Anak-anak bermain dengan batu di kamp pengungsi Afghanistan di Pangkalan Bersama McGuire Dix Lakehurst, NJ, Senin, 27 September 2021. Kamp tersebut saat ini menampung sekitar 9.400 pengungsi Afghanistan dan memiliki daya tampung hingga 13.000 orang. - (AP/Andrew Harnik)

 

Formuli menceritakan lelucon untuk mencairkan suasana dan membuat ayahnya tertawa. Anak-anaknya, di ruangan lain dengan banyak sepupu mereka, terkadang bermain dan berkelahi.

“Setiap hari, ini seperti Natal,” kata mantan penerjemah di kedutaan AS di Kabul tentang Ramadhan.

Di apartemen barunya di Fort Worth, azan sekarang datang dari aplikasi, bukan masjid. Transisi ini sangat sulit bagi istrinya yang sedang hamil yang masih belajar bahasa Inggris. Namun, ada hal yang menyenangkan di komunitas baru mereka, seperti tetangga Muslim, masjid untuk sholat tarawih, dan pasar makanan halal.

Sementara itu, Khial Mohammad Sultani harus menempuh perjalanan hampir 128 kilometer pulang pergi ke New Mexico dengan taksi untuk pergi membeli dan menyembelih domba untuk Ramadhan. Dilansir Al Arabiya, Rabu (6/4/2022), mantan tentara berusia 37 tahun, istrinya Noor Bibi, dan enam anak mereka berbuka puasa hari kedua dengan potongan daging domba yang direbus dalam saus aromatik di rumahnya di Gardez dengan pohon apel dan delimanya.
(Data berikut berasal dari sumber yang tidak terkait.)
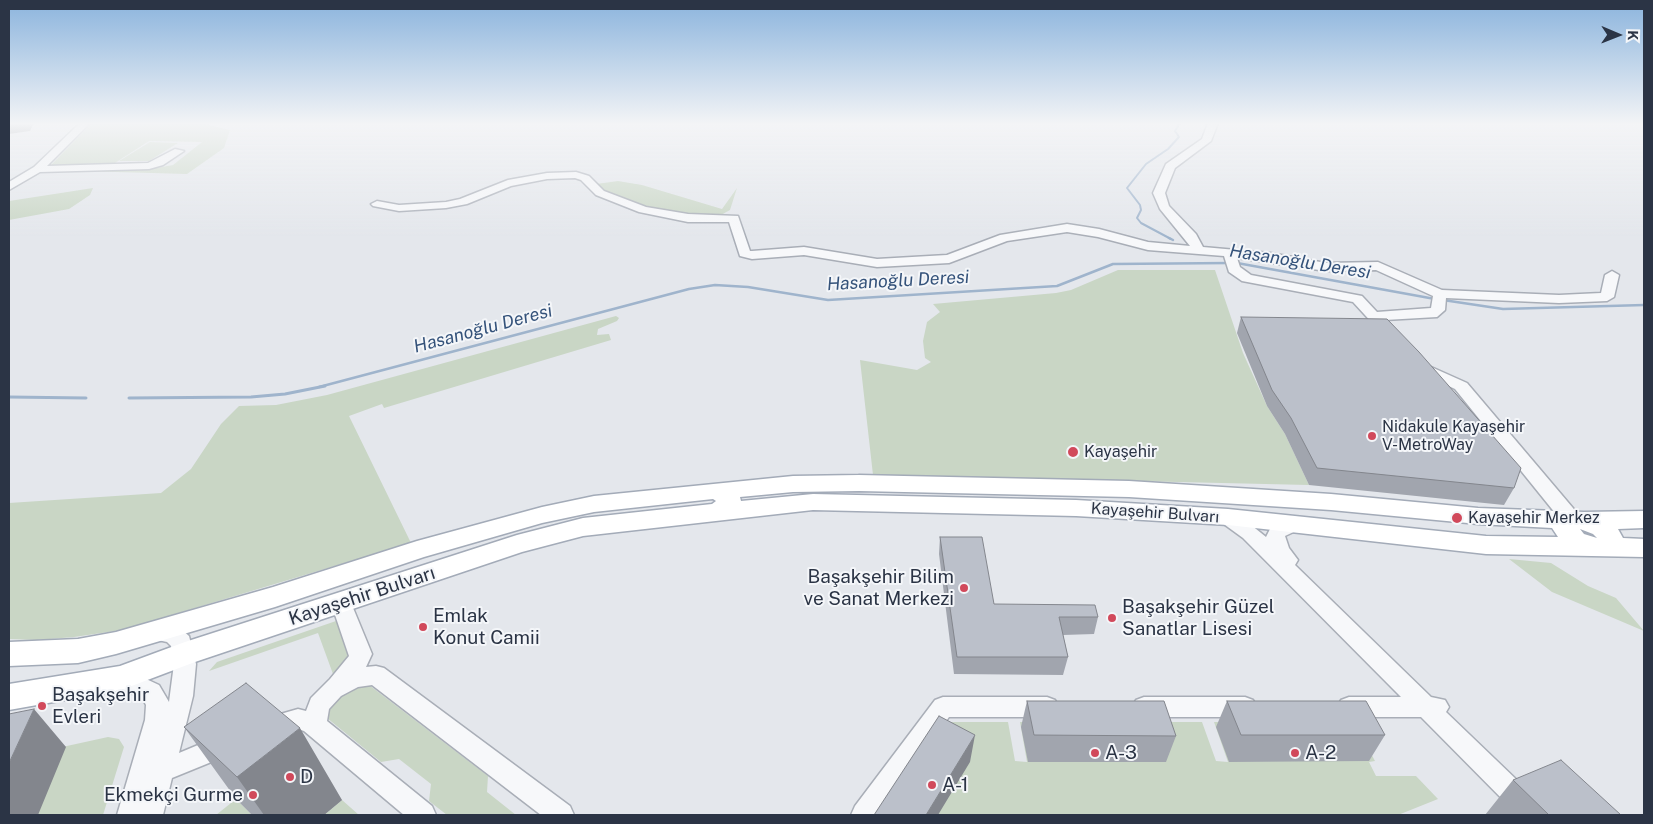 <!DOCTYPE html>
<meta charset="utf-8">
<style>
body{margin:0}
#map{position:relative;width:1653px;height:824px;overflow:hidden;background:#e4e7ec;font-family:"Public Sans",sans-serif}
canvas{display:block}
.frame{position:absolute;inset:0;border:10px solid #2b3445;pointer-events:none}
.north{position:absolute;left:1593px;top:10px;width:50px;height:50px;-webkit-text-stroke:4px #f4f6f9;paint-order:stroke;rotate:91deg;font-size:14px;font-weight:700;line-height:20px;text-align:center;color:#2b3445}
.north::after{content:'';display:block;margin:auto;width:18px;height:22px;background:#2b3445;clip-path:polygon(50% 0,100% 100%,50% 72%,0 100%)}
</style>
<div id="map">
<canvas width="1653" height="824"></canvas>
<div class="frame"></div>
<div class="north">K</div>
</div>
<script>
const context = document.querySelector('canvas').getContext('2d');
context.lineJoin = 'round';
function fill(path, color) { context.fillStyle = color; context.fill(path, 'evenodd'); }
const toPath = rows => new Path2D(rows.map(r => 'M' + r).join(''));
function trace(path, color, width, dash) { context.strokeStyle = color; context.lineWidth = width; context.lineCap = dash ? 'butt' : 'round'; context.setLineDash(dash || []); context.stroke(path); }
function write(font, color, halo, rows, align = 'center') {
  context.font = font + ' "Public Sans",sans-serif'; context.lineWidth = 4; context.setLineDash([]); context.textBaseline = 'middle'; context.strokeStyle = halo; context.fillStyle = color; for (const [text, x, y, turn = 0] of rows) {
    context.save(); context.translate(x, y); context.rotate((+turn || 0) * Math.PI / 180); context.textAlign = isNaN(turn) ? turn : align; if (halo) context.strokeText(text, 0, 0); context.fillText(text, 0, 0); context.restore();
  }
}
fill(toPath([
 [92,123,201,123,230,130,224,148,187,174,43,170,150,169,173,165,202,142,149,141,115,163,51,165],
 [150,142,178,143,149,161,119,161],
 [618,181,642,185,722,209,737,188,730,210,719,216,709,217,654,210,606,193,596,184],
 [93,188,90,195,69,209,9,220,9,201],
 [1118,270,1215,270,1243,353,1267,406,1285,434,1309,485,873,475,860,360,917,370,931,362,925,358,923,341,927,322,940,312,933,304,1056,293,1071,290],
 [616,316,619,318,617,321,598,329,597,335,609,334,611,340,384,408,382,404,349,416,411,543,122,630,74,637,37,640,9,639,9,503,161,493,191,469,221,424,239,406,276,405,327,395],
 [1509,559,1551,563,1588,586,1616,598,1644,631,1552,592],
 [336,621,353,651,341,670,333,674,318,633,209,671,217,662],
 [369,685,488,776,487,792,516,815,447,815,429,801,431,784,399,759,381,762,327,718,328,711,334,699,354,687],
 [942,722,1008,722,1015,761,1027,762,1020,722,1202,722,1216,761,1228,762,1214,722,1354,722,1375,761,1369,762,1376,776,1416,776,1438,799,1398,815,881,815],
 [108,737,119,739,124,747,103,815,9,815,21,756],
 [236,799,252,815,216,815],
 [342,800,359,815,324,815]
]), '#c9d6c5');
trace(toPath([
 [1171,239,1141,223,1137,218,1141,210,1140,205,1127,188,1146,164,1168,149,1179,137,1175,131,1180,123]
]), '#9fb4cc', 2);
trace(toPath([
 [1169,238,1173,240],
 [1237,263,1435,299],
 [1443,300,1503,309,1644,305],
 [319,387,689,289,715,285,748,287,828,300,1057,286,1113,264,1230,263]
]), '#9fb4cc', 2.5);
trace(toPath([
 [9,397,86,398],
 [129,398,251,397,285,394,325,386]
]), '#9fb4cc', 3);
const minor = toPath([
 [80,123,90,123,47,166,148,163,175,149,184,151,163,165,149,169,40,172,9,190,9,182,34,167,80,123],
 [1208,123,1218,123,1211,141,1175,168,1165,193,1169,206,1196,234,1203,247,1270,253,1326,263,1378,262,1442,290,1559,295,1601,293,1605,275,1612,271,1619,275,1614,297,1607,301,1559,303,1446,298,1445,310,1437,317,1385,320,1399,336,1392,340,1387,339,1353,302,1242,281,1229,272,1224,256,1148,250,1098,237,1067,232,1007,241,949,263,877,267,804,255,752,259,740,256,729,222,688,222,639,212,596,195,581,180,575,178,547,179,511,186,467,204,446,208,399,211,373,206,371,204,377,201,399,205,446,202,460,199,508,180,547,173,576,172,589,176,604,191,646,207,688,214,738,216,750,251,752,251,804,247,877,259,947,255,1000,235,1067,224,1099,229,1148,242,1190,246,1160,209,1153,193,1166,164,1202,139,1208,123],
 [1237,258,1326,271,1376,270,1433,296,1431,308,1377,312,1362,296,1251,275,1240,267,1237,258],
 [1420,362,1467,383,1578,514,1580,519,1578,524,1571,526,1564,524,1455,389,1415,370,1412,367,1420,362],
 [1228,511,1235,512,1266,537,1272,525,1293,517,1300,519,1302,524,1300,529,1285,536,1289,548,1298,560,1295,565,1431,697,1445,700,1449,707,1446,712,1544,806,1548,815,1518,815,1421,717,1349,717,1341,714,1337,707,1341,700,1349,697,1401,697,1243,538,1221,522,1219,517,1221,512,1228,511],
 [341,595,348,597,351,603,372,654,366,667,376,666,384,668,570,806,574,815,541,815,372,685,358,687,341,696,329,709,327,721,432,806,436,815,404,815,304,731,298,729,271,736,263,733,259,726,263,719,298,709,306,711,311,698,330,679,349,656,331,603,334,597,341,595],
 [156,624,181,629,189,636,196,664,193,696,179,753,222,735,231,738,234,746,231,754,172,778,163,815,117,815,145,720,146,705,143,699,113,685,110,678,113,671,121,669,129,671,159,685,169,702,174,664,171,646,167,642,148,638,145,632,148,626,156,624],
 [943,697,1047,697,1055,700,1059,707,1055,714,1047,717,949,717,879,815,851,815,855,806,935,700,943,697],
 [1144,697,1245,697,1253,700,1257,707,1253,714,1245,717,1144,717,1136,714,1132,707,1136,700,1144,697]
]);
const major = toPath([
 [859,475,1129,481,1331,494,1478,508,1584,512,1644,511,1644,528,1618,529,1623,538,1644,539,1644,557,1486,554,1228,525,1076,516,813,510,583,536,522,552,195,662,121,690,9,710,9,684,120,666,185,642,517,535,583,518,712,504,716,501,713,499,594,512,542,523,424,557,275,607,116,654,78,663,9,666,9,642,78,639,116,632,273,587,417,541,542,507,594,496,793,476,859,475],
 [859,491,1129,497,1331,510,1478,524,1552,528,1558,537,1486,536,1228,509,1076,500,813,494,741,501,740,497,793,492,859,491],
 [1580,529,1593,534,1597,538,1584,534,1580,529]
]);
trace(minor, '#a9aeb7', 3);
trace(major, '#a3abb8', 3);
fill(minor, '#f7f8fa');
fill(major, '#fff');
fill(toPath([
 [1241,317,1514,488,1504,505,1309,485,1285,434,1267,406,1237,333],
 [940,537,994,604,1098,617,1094,634,1063,635,1068,657,1063,675,954,674,939,554],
 [1027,701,1176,736,1166,762,1028,762,1021,727],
 [1227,701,1385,735,1369,761,1229,762,1216,727],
 [184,727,342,800,324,815,252,815,236,799],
 [1513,780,1621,815,1485,815]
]), '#a1a5ae');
fill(toPath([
 [9,123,34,123,30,131,9,134],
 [34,709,66,747,38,815,9,815,9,763],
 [300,728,342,800,324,815,264,815,237,777],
 [975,735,970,762,938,815,926,815]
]), '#83868d');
const building = toPath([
 [1241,317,1387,319,1419,352,1521,468,1514,488,1317,468,1291,418,1272,390,1241,317],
 [940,537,982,537,994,604,1095,605,1098,617,1059,617,1068,657,957,657,940,537],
 [246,683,300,728,237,777,184,727,246,683],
 [1027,701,1164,701,1176,736,1034,735,1027,701],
 [1227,701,1366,701,1385,735,1241,735,1227,701],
 [34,709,9,763,9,714,34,709],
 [939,716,975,735,926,815,874,815,939,716],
 [1561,760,1621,815,1549,815,1513,780,1561,760]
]);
fill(building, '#bbc0ca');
trace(building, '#83868d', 1);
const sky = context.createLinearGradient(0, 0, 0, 238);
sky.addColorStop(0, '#8bb4dd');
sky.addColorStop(0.52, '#f3f4f6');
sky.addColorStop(1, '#f3f4f600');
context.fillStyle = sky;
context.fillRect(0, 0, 1653, 238);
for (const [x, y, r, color] of [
 [1372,436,5,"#d1495b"],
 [1073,452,6,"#d1495b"],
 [1457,518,6,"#d1495b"],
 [964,588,5,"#d1495b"],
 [1112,618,5,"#d1495b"],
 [423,627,5,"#d1495b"],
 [42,706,5,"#d1495b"],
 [1095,753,5,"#d1495b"],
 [1295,753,5,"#d1495b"],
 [290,777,5,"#d1495b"],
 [932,785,5,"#d1495b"],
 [253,795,5,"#d1495b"]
]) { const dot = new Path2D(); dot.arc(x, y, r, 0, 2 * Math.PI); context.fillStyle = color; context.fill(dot); trace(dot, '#f4f6f9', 2); }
write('16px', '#2b3445', '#f4f6f9', [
 ["Nidakule Kayaşehir",1382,427],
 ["V-MetroWay",1382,445],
 ["Kayaşehir",1084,452],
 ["Kayaşehir Merkez",1468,518]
], 'left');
write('16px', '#2b3445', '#f4f6f9', [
 ["Kayaşehir Bulvarı",1155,513,4]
]);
write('italic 18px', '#34527a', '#f4f6f9', [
 ["Hasanoğlu Deresi",1300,262,9],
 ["Hasanoğlu Deresi",898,281,-3],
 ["Hasanoğlu Deresi",483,329,-15]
]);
write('19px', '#2b3445', '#f4f6f9', [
 ["Başakşehir Bilim",954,577,"right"],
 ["ve Sanat Merkezi",954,599,"right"],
 ["Başakşehir Güzel",1122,607],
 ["Sanatlar Lisesi",1122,629],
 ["Emlak",433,616],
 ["Konut Camii",433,638],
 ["Başakşehir",52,695],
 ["Evleri",52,717],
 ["A-3",1105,753],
 ["A-2",1305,753],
 ["D",300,777],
 ["A-1",942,785],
 ["Ekmekçi Gurme",243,795,"right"]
], 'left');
write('19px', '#2b3445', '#f4f6f9', [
 ["Kayaşehir Bulvarı",362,596,-18]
]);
</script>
Tepat setelah buka puasa, empat anaknya bersiap untuk hari pertama sekolah keesokan paginya. Tiga anak tertua, yaitu laki-laki (11 tahun) dan dua perempuan (9 dan 8 tahun) yang mengenakan jilbab merah, berdoa secara bergantian di atas permadani hijau.

Keluarga Sultani berasal dari pangkalan militer di New Jersey tempat mereka pertama kali mendarat di AS. “Kami Muslim dan sebagian dari keyakinan kami adalah bersyukur kepada Allah atas segalanya,” kata Sultani.